Muhtemelen ihanet gerçekten olabilecek en kötü şeydir. Arkadaşlarımıza, sevdiklerimize, şüphe duymadığımız, tereddüt etmeden güvendiğimiz kişilere ihanet. Ayaklarımızın altındaki toprağı, başımızın üzerindeki gökyüzünü kaybetmek gibi çünkü güvendiklerimiz bizim toprağımız ve gökyüzümüzdür.

Yerine şüpheli bir pazar fidesi dikmek için eski güzel bir ağacı sökmek aptalca değil mi? Saf umutlarınız uğruna eski güzel şeyleri, eşlerinizi veya liderlerinizi boşa harcamak aptalca değil mi?

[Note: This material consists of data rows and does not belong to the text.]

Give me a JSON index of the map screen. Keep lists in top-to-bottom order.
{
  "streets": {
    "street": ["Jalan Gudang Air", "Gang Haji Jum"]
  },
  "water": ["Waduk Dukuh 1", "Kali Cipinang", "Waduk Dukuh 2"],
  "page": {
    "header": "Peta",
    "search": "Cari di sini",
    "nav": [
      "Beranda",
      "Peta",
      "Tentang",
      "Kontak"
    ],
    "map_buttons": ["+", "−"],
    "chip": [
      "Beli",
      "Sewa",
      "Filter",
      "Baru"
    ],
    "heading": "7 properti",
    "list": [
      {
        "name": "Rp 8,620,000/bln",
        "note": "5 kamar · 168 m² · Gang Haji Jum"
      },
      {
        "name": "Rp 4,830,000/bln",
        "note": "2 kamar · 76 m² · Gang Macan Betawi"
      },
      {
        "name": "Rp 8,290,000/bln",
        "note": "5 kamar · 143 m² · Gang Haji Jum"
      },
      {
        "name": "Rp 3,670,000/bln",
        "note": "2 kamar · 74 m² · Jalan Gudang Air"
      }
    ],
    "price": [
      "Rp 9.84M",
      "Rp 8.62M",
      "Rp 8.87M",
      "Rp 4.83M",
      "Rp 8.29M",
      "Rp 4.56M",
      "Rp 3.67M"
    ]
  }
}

Anlayış, sempati, nezaket, sevgi tek ideallerdir. Ve onlara ihanet ettiğimizde küçümsediğimiz kişiler haline geliriz. Ve insanlığımızı kaybediyoruz ve bizden sonra dünyada yalnızca şiddet ve yıkım kalıyor.

Aşkta sadakat tamamen fizyoloji meselesidir; hiçbir şekilde bizim irademize bağlı değildir. Gençler sadık olmak isterler ve değildirler, yaşlılar değişmek isterler ama nerede olabilirler?

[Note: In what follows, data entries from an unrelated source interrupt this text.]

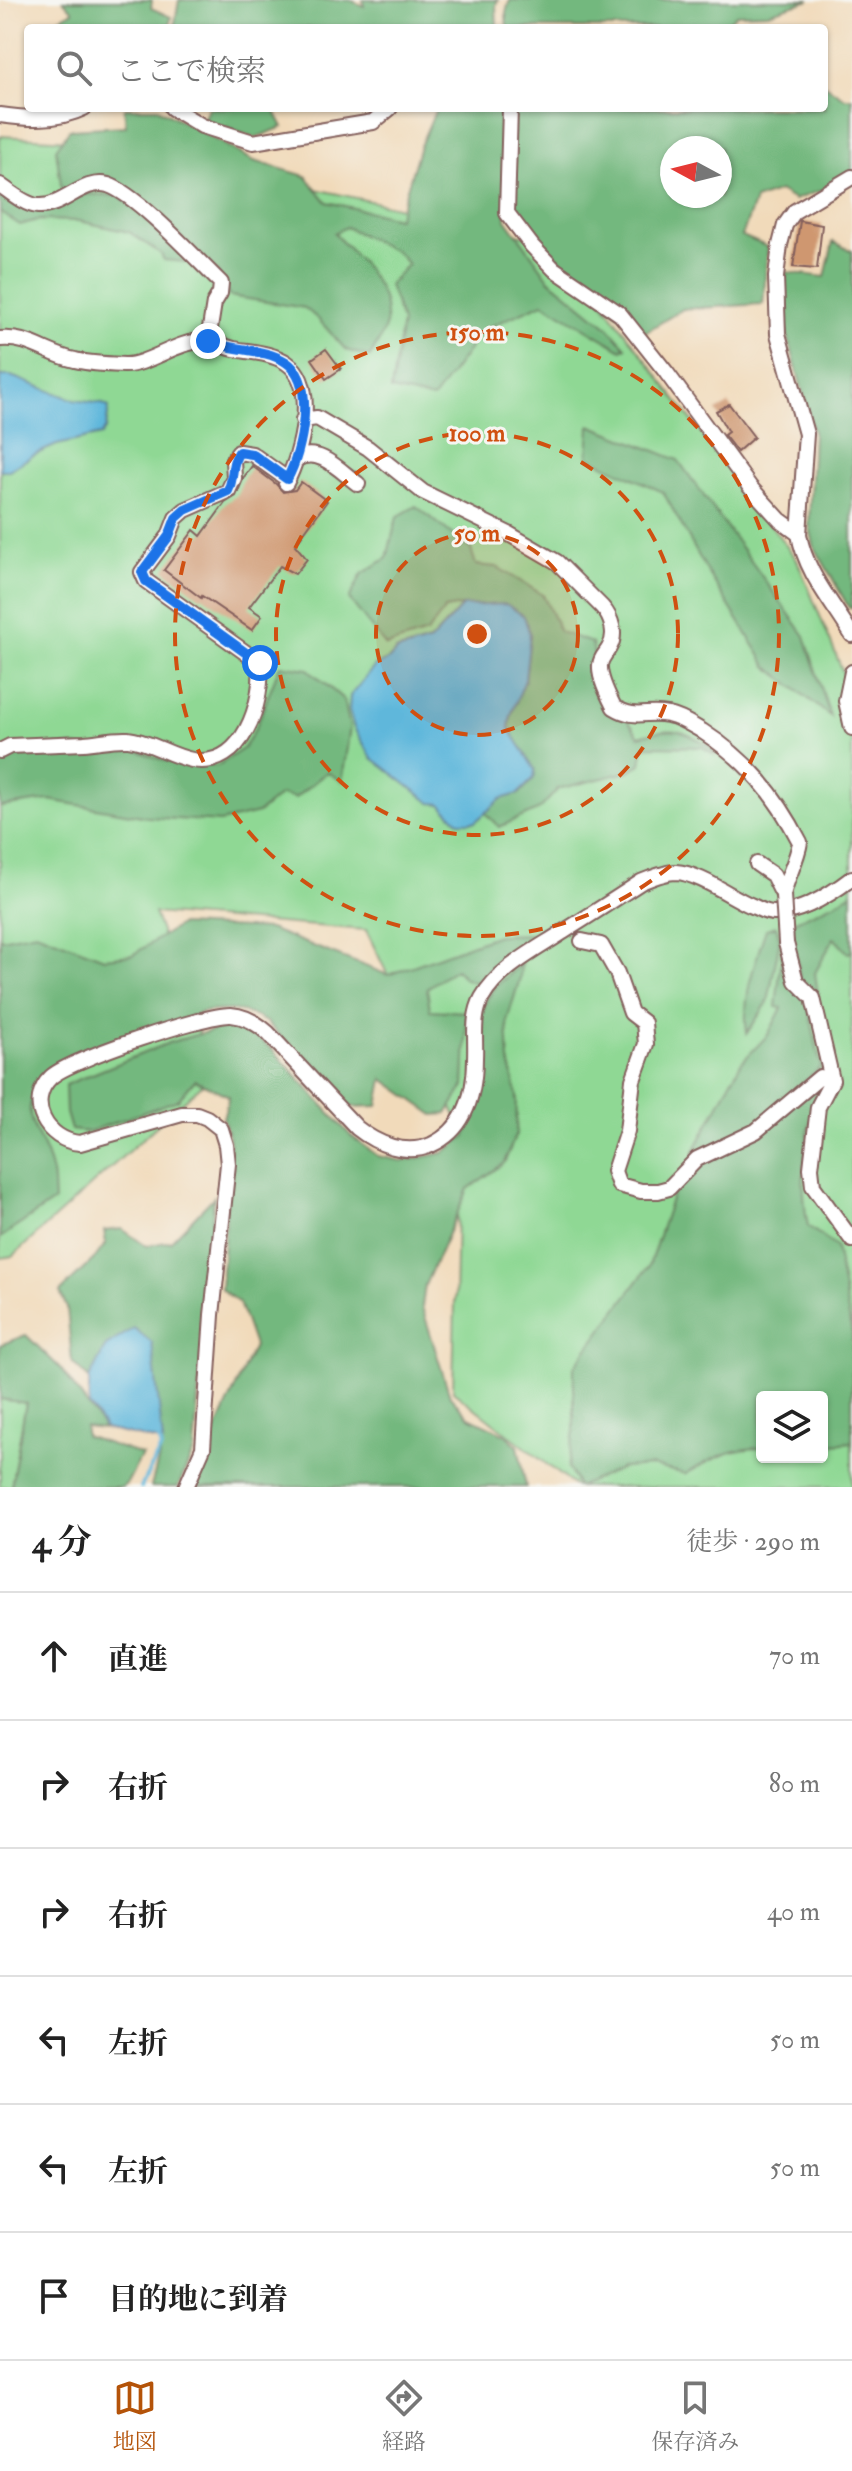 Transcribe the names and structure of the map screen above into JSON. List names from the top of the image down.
{
  "north": "left",
  "page": {
    "search": "ここで検索",
    "heading": ["4 分", "徒歩 · 290 m"],
    "list": [
      ["直進", "70 m"],
      ["右折", "80 m"],
      ["右折", "40 m"],
      ["左折", "50 m"],
      ["左折", "50 m"],
      "目的地に到着"
    ],
    "nav": ["地図", "経路", "保存済み"]
  },
  "rings": ["150 m", "100 m", "50 m"]
}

Bir erkeğin ihaneti ihanet değildir. İhanet başkası için gitmesi değildir. İhanet: Hamile olmanıza rağmen size kürtaja gitmenizi söylemesi.

Beni yalnız bırakanlara teşekkürler zor an. Beni daha güçlü yaptın. O kadar güçlü ki birbirimizi kırmamamız daha iyi.

Güvenilirlik, elde etmek için bazı kirli numaralar yapmanız gereken bir işarettir.

Aldatmayı asla affetmeyin. Herhangi bir ihanet bir karşılaştırmadır, sahip olduğunuzdan daha iyi bir şeyin arayışıdır. En iyiyi arayanlar, sahip olduklarının kıymetini asla bilmeyecekler...

Size çok para kazandıran şeylerin er ya da geç size ihanet edeceğini unutmamalısınız.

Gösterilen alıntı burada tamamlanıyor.